Readiness check for Elasticsearch coordinator nodes behind a load balancer?

Hello,

I am trying to choose the right readiness check for Elasticsearch coordinator nodes behind a load balancer / proxy.

We are on Elasticsearch 8.8.2. The coorinator nodes serve search traffic behind a load balancer. The current health check is shallow: TCP on port 9200 and/or GET /.

I found older guidance suggesting that GET / is enough for a load balancer health check. In my case, that seems true for liveness, but not necessarily for readiness. What I observed during node restart / bootstrap is:

  • the node starts accepting TCP on :9200
  • GET / returns 200
  • but for a short window, real search requests can still fail with:
org.elasticsearch.cluster.block.ClusterBlockException: blocked by: [SERVICE_UNAVAILABLE/1/state not recovered / initialized];

So my question is: what is the recommended corrdinator node-local readiness check if I want to avoid routing live search traffic to a node until it has rejoined / recovered enough to serve /_search successfully?
I do not want a cluster-wide check that could mark all nodes unhealthy just because the cluster is yellow/red elsewhere.

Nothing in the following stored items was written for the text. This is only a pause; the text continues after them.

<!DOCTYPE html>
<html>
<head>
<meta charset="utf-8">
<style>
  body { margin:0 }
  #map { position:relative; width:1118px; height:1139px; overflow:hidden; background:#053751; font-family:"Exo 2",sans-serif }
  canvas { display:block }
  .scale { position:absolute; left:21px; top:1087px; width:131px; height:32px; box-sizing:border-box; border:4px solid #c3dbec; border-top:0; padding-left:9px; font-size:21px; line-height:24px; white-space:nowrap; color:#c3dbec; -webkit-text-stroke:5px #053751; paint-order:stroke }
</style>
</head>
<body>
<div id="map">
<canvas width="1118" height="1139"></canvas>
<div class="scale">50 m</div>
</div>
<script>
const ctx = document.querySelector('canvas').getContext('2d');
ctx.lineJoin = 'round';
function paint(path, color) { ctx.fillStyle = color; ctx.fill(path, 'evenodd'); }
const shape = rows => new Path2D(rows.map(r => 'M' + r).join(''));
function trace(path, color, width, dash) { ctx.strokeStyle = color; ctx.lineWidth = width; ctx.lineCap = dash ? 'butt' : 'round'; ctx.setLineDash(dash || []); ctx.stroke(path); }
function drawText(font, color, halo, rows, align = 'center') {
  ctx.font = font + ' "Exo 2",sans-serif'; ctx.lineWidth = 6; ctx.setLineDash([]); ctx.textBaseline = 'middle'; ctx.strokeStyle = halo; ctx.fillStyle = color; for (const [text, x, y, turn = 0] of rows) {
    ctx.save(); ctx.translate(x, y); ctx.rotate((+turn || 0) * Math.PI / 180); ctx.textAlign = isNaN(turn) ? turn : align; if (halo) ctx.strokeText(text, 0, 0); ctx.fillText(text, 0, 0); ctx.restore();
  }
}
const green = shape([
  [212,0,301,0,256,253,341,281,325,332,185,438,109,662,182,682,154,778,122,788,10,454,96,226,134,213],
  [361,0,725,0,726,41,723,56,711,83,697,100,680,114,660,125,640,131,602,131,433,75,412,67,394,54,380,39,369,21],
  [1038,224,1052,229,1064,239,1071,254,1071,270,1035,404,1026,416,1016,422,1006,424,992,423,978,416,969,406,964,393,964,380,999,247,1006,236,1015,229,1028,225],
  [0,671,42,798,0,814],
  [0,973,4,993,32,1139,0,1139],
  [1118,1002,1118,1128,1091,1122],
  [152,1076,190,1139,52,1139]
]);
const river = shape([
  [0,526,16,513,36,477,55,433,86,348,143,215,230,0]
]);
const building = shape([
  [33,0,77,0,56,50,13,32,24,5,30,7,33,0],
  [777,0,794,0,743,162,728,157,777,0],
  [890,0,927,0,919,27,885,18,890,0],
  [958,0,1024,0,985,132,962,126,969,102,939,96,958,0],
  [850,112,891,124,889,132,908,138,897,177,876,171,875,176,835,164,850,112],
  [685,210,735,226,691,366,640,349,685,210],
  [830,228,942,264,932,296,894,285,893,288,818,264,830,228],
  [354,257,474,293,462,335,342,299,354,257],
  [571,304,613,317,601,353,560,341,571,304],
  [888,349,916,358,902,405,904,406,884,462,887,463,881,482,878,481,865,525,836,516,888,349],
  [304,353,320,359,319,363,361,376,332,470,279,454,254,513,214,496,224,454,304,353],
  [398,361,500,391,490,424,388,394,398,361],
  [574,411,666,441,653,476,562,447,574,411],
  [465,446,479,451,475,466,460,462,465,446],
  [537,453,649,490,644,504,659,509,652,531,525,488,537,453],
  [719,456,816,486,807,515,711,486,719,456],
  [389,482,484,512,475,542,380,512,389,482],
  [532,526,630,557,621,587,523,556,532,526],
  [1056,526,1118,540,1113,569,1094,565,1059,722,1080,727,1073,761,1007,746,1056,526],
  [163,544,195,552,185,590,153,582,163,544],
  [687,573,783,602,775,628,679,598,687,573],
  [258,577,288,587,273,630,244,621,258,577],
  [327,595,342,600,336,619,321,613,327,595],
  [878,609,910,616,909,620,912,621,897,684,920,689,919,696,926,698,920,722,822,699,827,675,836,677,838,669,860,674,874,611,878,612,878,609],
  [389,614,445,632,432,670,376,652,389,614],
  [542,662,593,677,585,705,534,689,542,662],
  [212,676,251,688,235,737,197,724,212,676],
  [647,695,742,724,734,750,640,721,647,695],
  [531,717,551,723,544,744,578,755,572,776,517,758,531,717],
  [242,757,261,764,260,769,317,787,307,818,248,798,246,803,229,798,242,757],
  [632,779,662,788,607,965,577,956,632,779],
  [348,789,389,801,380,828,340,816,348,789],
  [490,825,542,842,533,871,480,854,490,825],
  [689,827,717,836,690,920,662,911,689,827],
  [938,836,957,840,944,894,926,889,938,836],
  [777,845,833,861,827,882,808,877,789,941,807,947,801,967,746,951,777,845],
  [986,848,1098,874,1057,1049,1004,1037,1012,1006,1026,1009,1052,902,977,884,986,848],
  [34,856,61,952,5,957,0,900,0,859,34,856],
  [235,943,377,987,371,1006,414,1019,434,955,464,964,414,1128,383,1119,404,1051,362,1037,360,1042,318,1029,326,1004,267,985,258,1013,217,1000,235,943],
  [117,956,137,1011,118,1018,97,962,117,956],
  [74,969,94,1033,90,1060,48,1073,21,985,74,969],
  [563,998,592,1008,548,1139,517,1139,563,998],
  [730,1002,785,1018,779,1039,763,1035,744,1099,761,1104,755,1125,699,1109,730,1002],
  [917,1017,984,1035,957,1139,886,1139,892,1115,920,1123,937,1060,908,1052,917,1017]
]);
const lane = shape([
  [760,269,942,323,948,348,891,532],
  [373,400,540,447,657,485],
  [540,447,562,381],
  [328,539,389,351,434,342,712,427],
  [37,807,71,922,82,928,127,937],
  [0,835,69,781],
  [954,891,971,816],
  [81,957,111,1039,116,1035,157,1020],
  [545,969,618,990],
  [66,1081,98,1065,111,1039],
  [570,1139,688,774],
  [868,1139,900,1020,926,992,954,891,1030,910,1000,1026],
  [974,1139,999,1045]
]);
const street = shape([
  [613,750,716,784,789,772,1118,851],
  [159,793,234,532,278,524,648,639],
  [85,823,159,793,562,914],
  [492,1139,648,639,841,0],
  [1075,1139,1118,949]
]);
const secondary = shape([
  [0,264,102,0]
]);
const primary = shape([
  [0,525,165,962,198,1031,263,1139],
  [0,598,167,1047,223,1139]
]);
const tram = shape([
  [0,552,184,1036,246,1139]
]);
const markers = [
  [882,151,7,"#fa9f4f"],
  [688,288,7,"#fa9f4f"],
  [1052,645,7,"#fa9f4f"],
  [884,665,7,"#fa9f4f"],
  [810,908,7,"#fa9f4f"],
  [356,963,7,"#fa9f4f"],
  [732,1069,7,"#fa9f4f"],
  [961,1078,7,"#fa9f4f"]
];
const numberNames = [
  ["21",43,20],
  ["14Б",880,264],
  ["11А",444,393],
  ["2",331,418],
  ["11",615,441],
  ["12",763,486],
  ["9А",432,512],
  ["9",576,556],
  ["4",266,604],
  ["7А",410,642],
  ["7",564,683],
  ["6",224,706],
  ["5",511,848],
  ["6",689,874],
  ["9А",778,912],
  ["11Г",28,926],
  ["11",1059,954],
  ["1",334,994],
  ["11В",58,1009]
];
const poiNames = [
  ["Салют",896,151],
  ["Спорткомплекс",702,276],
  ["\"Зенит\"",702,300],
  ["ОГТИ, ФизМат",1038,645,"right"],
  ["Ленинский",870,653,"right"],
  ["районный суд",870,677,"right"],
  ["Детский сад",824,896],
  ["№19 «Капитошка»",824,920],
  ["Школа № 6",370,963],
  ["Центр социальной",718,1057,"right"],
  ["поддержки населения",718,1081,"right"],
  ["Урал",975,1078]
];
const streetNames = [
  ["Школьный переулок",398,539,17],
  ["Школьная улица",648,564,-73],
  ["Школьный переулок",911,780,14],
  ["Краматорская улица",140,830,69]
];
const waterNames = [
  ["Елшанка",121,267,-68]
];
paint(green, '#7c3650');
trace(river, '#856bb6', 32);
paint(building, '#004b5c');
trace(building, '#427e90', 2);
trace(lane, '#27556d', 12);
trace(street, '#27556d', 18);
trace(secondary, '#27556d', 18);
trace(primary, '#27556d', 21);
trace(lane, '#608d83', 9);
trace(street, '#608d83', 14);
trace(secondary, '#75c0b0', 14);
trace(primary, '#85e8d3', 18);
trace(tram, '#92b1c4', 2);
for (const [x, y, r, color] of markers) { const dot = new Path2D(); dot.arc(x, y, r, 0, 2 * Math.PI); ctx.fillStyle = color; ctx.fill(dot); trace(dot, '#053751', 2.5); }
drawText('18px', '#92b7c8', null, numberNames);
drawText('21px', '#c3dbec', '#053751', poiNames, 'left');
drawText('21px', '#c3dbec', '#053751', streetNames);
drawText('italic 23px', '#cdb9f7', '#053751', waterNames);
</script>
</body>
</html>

Welcome to the forum @sagar_cenation

I don't know best "readiness" check logic/settings for your LB. Hopefully someone else can advise there.

yellow and red are completely different animals. red is ... bad.

yellow has a specific meaning, one or more index's shards is currently missing a replica. But all indices should be writeable/searchable if cluster state is yellow, as (eg) happens naturally when a rolling restart is ongoing.

org.elasticsearch.cluster.block.ClusterBlockException: blocked by: [SERVICE_UNAVAILABLE/1/state not recovered / initialized];

As far as I knew, that exception should not appear when the cluster state is green or yellow? Am I just wrong on this? node N might generate this exception even after node M has returned "cluster is yellow/green" ? I am happy to be corrected if so, every day is a school day!

I note in passing that the /_cluster/health endpoint has ?wait_for_status=X arg, where X can be green or yellow, and there is also the per-index call as well, /_cluster/health/index-name, and should only return a 200 if the desired state or better has been reached.

Thanks for reverting back.
that exception occurred not during a cluster status being changed but sudden addition of multiple router nodes

This is the current scenario:
The clients connects to the coordinator nodes via envoy and uses http healthcheck GET / on 9200 port to check if the nodes are healthy to serve the traffic. What can we update here?

Thanks for clarifying.

As I said, I am not able to confirm your best options with elastic behind your (envoy) load balancer, and even if it were haproxy or another LB I still would not know, especially given sudden and significant changes in cluster topology. You are certainly right that a GET to / returning 200 does not mean "ready for indexing/querying/....".

I hope someone else can assist, and I wish you luck. Grateful for a well written problem description too.